Koordinator Badan Pekerja Komisi untuk Orang Hilang dan Korban Tindak Kekerasan (KontraS) Surabaya, Fatkhul Khoir mengatakan, penjemputan paksa dan diamankannya mahasiswa Papua dari asrama mahasiswa ke Polrestabes Surabaya, merupakan tindakan sewenang-wenang aparat Kepolisian yang seharusnya dapat menjamin keamanan dan melindungi mahasiswa Papua dari ancaman kelompok lain.
“Pertama, tindakan yang sewenang-wenang ya, karena tidak jelas kenapa mahasiswa (Papua) harus dibawa, diamankan ke Polrestabes ya. Kalau memang dirasa ada ancaman dan sebagainya kan tinggal polisi berikan pengamanan di asrama (mahasiswa) Papua kan, tanpa harus kemudian membawa mereka seluruhnya ke Polrestabes,” kata Fatkhul (3/12/18).
Fatkhul Khoir juga menegaskan bahwa aksi mahasiswa pada 1 Desember kemarin, merupakan kebebasan menyampaikan pendapat yang dilindungi oleh Undang-Undang. KontraS Surabaya mendesak polisi memberikan perlindungan terhadap mahasiswa Papua, yang selama ini sering mendapat tekanan dan persekusi dari ormas maupun aparat keamanan.
“Polisi harus lebih fair ya dalam konteks ini, apalagi kan persekusi, dan ini sering terjadi terhadap mahasiswa Papua.
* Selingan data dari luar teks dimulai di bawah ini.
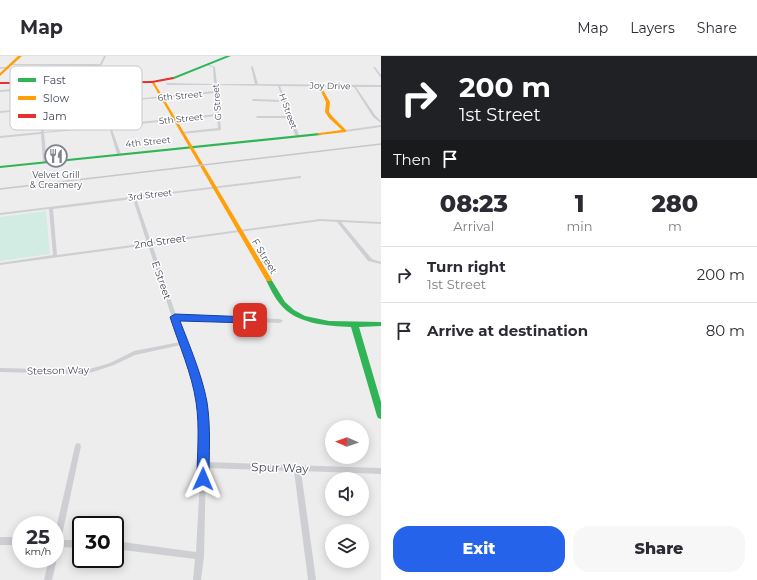 <!DOCTYPE html>
<html lang="en">
<head>
<meta charset="utf-8">
<style>
  body { margin:0; font-family:Montserrat,sans-serif; background:#f7f7f7; color:#2b2b33; height:100vh; display:flex; flex-direction:column; font-size:15px; white-space:nowrap }
  * { box-sizing:border-box; margin:0 }
  p { font-size:13px; color:#7c7c81 }
  .icon { flex:none; width:22px; height:22px; fill:none; stroke:currentColor; stroke-width:2; stroke-linecap:round; stroke-linejoin:round }
  .map { position:relative; flex:1; overflow:hidden }
  .details { display:flex; flex-direction:column; background:#fff; width:376px }
  .details>* { flex:none }
  .hud { background:#202124; color:#fff; overflow:hidden }
  .needle { width:26px; rotate:272deg }
  .buttons { position:absolute; left:325px; top:364px; display:grid; gap:8px }
  .buttons a { display:grid; place-items:center; width:44px; height:44px; border-radius:50%; background:#fff; box-shadow:0 2px 10px #0003; font-size:20px }
  .speed { position:absolute; left:12px; top:460px; display:flex; gap:8px; font-size:20px; font-weight:700; text-align:center }
  .speed>* { display:grid; place-content:center; width:52px; height:52px; border-radius:50%; background:#fff; box-shadow:0 2px 10px #0003; line-height:1 }
  .speed small { font-size:10px; font-weight:400 }
  .speed .limit { border:2px solid #111; border-radius:6px; background:#fff; color:#111 }
  .pin { position:absolute; display:grid; place-items:center; width:34px; height:34px; color:#fff; margin:-17px; border-radius:8px; box-shadow:0 2px 6px #0006 }
  .me { position:absolute; width:44px; margin:-22px; rotate:1deg; stroke-linejoin:round; filter:drop-shadow(0 0 3px #0008) }
  .turn { display:flex; align-items:center; gap:14px; height:84px; padding:0 12px; font-size:18px }
  .turn .icon { width:52px; height:52px; stroke-width:2.5 }
  .turn b { display:block; font-size:28px; line-height:34px }
  .then { display:flex; align-items:center; height:38px; padding:0 12px; background:#0003; gap:8px; font-size:15px }
  .eta { display:flex; justify-content:space-evenly; align-items:center; height:68px; text-align:center }
  .eta b { font-size:24px; font-weight:800; line-height:28px }
  .cta { display:flex; gap:8px; margin-top:auto; padding:8px 12px }
  .cta a { flex:1; height:46px; border-radius:16px; background:#2563eb; color:#fff; font-size:16px; font-weight:800; line-height:46px; text-align:center }
  .cta a+a { background:#f7f7f7; color:#2b2b33 }
  ul { padding:0; list-style:none }
  li { display:flex; align-items:center; gap:12px; height:56px; padding:0 12px; border-top:1px solid #e1e1e2 }
  li div { flex:1 }
  li b { display:block; font-size:15px }
  li em { font-style:normal }
  header { display:flex; align-items:center; gap:24px; box-sizing:border-box; height:56px; padding:0 20px; background:#fff; border-bottom:1px solid #e1e1e2 }
  header strong { font-size:19px }
  nav { display:flex; gap:22px; margin-inline-start:auto; font-size:14px }
  main { display:flex; flex:1; min-height:0 }
  .map>svg:first-child { display:block }
  .green { fill:#d2ece3 }
  .lines { fill:none; stroke-linecap:round; stroke-linejoin:round }
  .street { fill:#cecfd3; fill-rule:evenodd }
  .fast { fill:#30b455; fill-rule:evenodd }
  .slow { fill:#ff9f0a; fill-rule:evenodd }
  .jam { fill:#e5322d; fill-rule:evenodd }
  .rail { stroke:#c6c7c9; stroke-width:1.5 }
  .route { fill:#2563eb; stroke:#184099 }
  .labels { text-anchor:middle; stroke-width:3; stroke-linejoin:round; paint-order:stroke }
  .far-street-label { font-size:9px; fill:#454a58; stroke:#fff }
  .far-poi-label { font-size:9px; fill:#454a58; stroke:#fff }
  .street-label { font-size:10px; fill:#454a58; stroke:#fff }
  .near-street-label { font-size:12px; fill:#454a58; stroke:#fff }
  .key { fill:#fff; stroke:#c7c9cd; stroke-width:1 }
  .key-label { font-size:11px; fill:#454a58 }
</style>
</head>
<body>
<header>
<strong>Map</strong>
<nav><a>Map</a><a>Layers</a><a>Share</a></nav>
</header>
<main>
<div class="map">
<svg width="381" height="524" viewBox="0 0 381 524">
  <rect width="100%" height="100%" fill="#eeeded"/>
  <polygon class="green" points="46,155 50,198 0,205 0,161"/>
  <g class="lines">
    <g class="street">
      <path d="M104,0H106L94,25L97,29L103,46L215,35V29H167L166,28L167,27L214,28L213,11L206,9L207,8L215,11L217,28H255L251,11L252,10L253,11L258,28L381,29V31H356L375,59L381,65V67L373,61L354,31L280,30L299,79L297,80L295,79L289,62H257L256,61L257,60H289L283,46L253,45L252,44L253,43L283,44L278,30L217,29L221,74L182,78L180,77L182,76L218,72L217,60L111,71L121,98L119,99L117,98L109,71L44,77L47,106L45,107L43,106L41,78L0,82V80L41,76L39,53L0,57V55L39,52L37,33L0,36V34L37,31V27L38,26L39,27L42,51L100,46L95,29L92,25L99,10L12,9L11,8H100ZM215,37L217,58L111,69L103,47ZM101,47L108,69L44,76L42,53Z"/>
      <polygon points="0,11 9,11 10,12 0,13"/>
      <polygon points="373,11 375,11 381,19 381,22"/>
      <polygon points="381,69 381,71 345,76 344,75 345,74"/>
      <path d="M300,120H301V122L136,142L151,186L320,163L381,166V168L341,166L372,203L381,206V208L368,205L337,166L320,165L152,188L176,259L280,263L283,265L280,267L177,263L201,332C206,357 207,381 206,406L381,412V418L301,415L316,524H308L294,415L206,412L204,500L201,524H193L195,503L115,493V485L196,496L200,423V367L197,344L195,332L181,289L135,299L114,309L93,316L79,318L0,316V312L79,314L93,312L110,307L134,295L180,286L148,189L0,209V207L53,199L49,153L0,159V157ZM133,143L147,187L57,199L53,153Z"/>
      <polygon points="78,387 80,388 81,390 61,484 81,484 81,492 59,491 58,497 55,498 55,477 75,390 76,388"/>
      <rect x="0" y="481" width="21" height="8"/>
      <polygon points="55,500 57,503 52,524 44,524 49,503 55,503"/>
    </g>
    <g class="fast">
      <polygon points="226,0 231,0 174,23 171,22"/>
      <polygon points="319,77 321,77 321,79 0,112 0,110"/>
      <path d="M269,222L271,223L285,246L294,254L305,260L329,265L381,266V270L359,271L381,346V363L378,362L377,360L351,271C327,270 296,268 280,248C274,241 270,232 266,224Z"/>
    </g>
    <g class="slow">
      <polygon points="18,0 22,0 0,20 0,17"/>
      <polygon points="151,25 154,26 272,224 271,225 267,225 266,224"/>
      <polygon points="318,29 320,29 330,46 329,56 332,60 346,74 346,76 319,79 317,78 319,77 342,74 329,62 325,56 326,46"/>
    </g>
    <polygon class="jam" points="173,21 174,23 152,27 0,28 0,26 152,25"/>
    <polyline class="rail" points="0,133 381,88"/>
  </g>
  <path class="route" d="M175,258L250,261L254,264L250,267L180,265C190,291 202,319 207,346C211,372 209,398 209,423L207,427L203,429L198,427L197,423C197,398 200,372 196,346C192,318 179,289 170,261Z"/>
  <defs>
    <g id="restaurant-ring" transform="scale(1.15)"><circle r="9.5" fill="#fff" stroke="#80838c" stroke-width="1.5"/><path d="M-5-6h1v4h1v-4h1v4h1v-4h1v5L-1.5 .5V6h-2V.5L-5-1ZM5-6V6H3V1.5H1.5Q1.5-4 5-6Z" fill="#80838c"/></g>
  </defs>
  <g fill-rule="evenodd">
    <use href="#restaurant-ring" x="56" y="100"/>
  </g>
  <g class="labels">
    <g class="far-street-label">
      <text transform="translate(330 30) rotate(1)" y="3">Joy Drive</text>
      <text transform="translate(180 40) rotate(-5)" y="3">6th Street</text>
      <text transform="translate(217 46) rotate(-95)" y="3">G Street</text>
      <text transform="translate(288 55) rotate(70)" y="3">H Street</text>
      <text transform="translate(181 63) rotate(-6)" y="3">5th Street</text>
      <text transform="translate(148 86) rotate(-6)" y="3">4th Street</text>
      <text transform="translate(150 139) rotate(-7)" y="3">3rd Street</text>
    </g>
    <g class="far-poi-label">
      <text x="56" y="122">Velvet Grill<tspan x="56" dy="10">&amp; Creamery</tspan></text>
    </g>
    <g class="street-label">
      <text transform="translate(160 185) rotate(-8)" y="4">2nd Street</text>
      <text transform="translate(265 200) rotate(59)" y="4">F Street</text>
      <text transform="translate(162 224) rotate(71)" y="4">E Street</text>
      <text transform="translate(58 314) rotate(-1)" y="4">Stetson Way</text>
    </g>
    <g class="near-street-label">
      <text transform="translate(280 412) rotate(2)" y="4">Spur Way</text>
    </g>
  </g>
  <rect x="10" y="10" width="132" height="64" rx="6" class="key"/>
  <rect x="18" y="22" width="18" height="4" fill="#30b455"/>
  <rect x="18" y="40" width="18" height="4" fill="#ff9f0a"/>
  <rect x="18" y="58" width="18" height="4" fill="#e5322d"/>
  <g class="key-label">
    <text x="43" y="28">Fast</text>
    <text x="43" y="46">Slow</text>
    <text x="43" y="64">Jam</text>
  </g>
</svg>
<div class="buttons">
<a><svg class="needle" viewBox="-14 -14 28 28"><path d="M0-13l5 13h-10z" fill="#e53935"/><path d="M0 13l5-13h-10z" fill="#7c7c81"/></svg></a>
<a><svg class="icon" aria-label="sound" viewBox="0 0 24 24"><path d="M4 9h4l5-4v14l-5-4H4zM17 9q2 3 0 6"/></svg></a>
<a><svg class="icon" aria-label="layers" viewBox="0 0 24 24"><path d="M12 4l9 5-9 5-9-5zM3 14l9 5 9-5"/></svg></a>
</div>
<div class="speed"><div>25<small>km/h</small></div><div class="limit">30</div></div>
<div class="pin" style="left:250px;top:264px;background:#d93025"><svg class="icon" aria-label="arrive" viewBox="0 0 24 24"><path d="M6 21V4h12l-3 4 3 4H6"/></svg></div>
<svg class="me" style="left:203px;top:423px" viewBox="-20 -20 40 40"><path d="M0-17L14 15 0 8-14 15z" fill="#2563eb" stroke="#fff" stroke-width="4"/></svg>
</div>
<section class="details">
<div class="hud">
<div class="turn"><svg class="icon" aria-label="right" viewBox="0 0 24 24"><path d="M7 20v-9h11M14 6l5 5-5 5"/></svg><div><b>200 m</b>1st Street</div></div>
<div class="then">Then<svg class="icon" aria-label="arrive" viewBox="0 0 24 24"><path d="M6 21V4h12l-3 4 3 4H6"/></svg></div>
</div>
<div class="eta">
<div><b>08:23</b><p>Arrival</p></div>
<div><b>1</b><p>min</p></div>
<div><b>280</b><p>m</p></div>
</div>
<ul>
<li><svg class="icon" aria-label="right" viewBox="0 0 24 24"><path d="M7 20v-9h11M14 6l5 5-5 5"/></svg><div><b>Turn right</b><p>1st Street</p></div><em>200 m</em></li>
<li><svg class="icon" aria-label="arrive" viewBox="0 0 24 24"><path d="M6 21V4h12l-3 4 3 4H6"/></svg><div><b>Arrive at destination</b></div><em>80 m</em></li>
</ul>
<div class="cta"><a>Exit</a><a>Share</a></div>
</section>
</main>
</body>
</html>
Seharusnya aparat keamanan justru memberikan perlindungan terhadap mahasiswa Papua, agar mereka mendapatkan jaminan rasa aman terhadap semua aktivitas yang sedang dia lakukan. Karena apa yang dilakukan mahasiswa pada aksi kemarin (Sabtu, 1 Desember 2018) itu kan bagian dari bentuk penyampaian kebebasan berpendapat dan berpikir,” imbuh Fatkhul.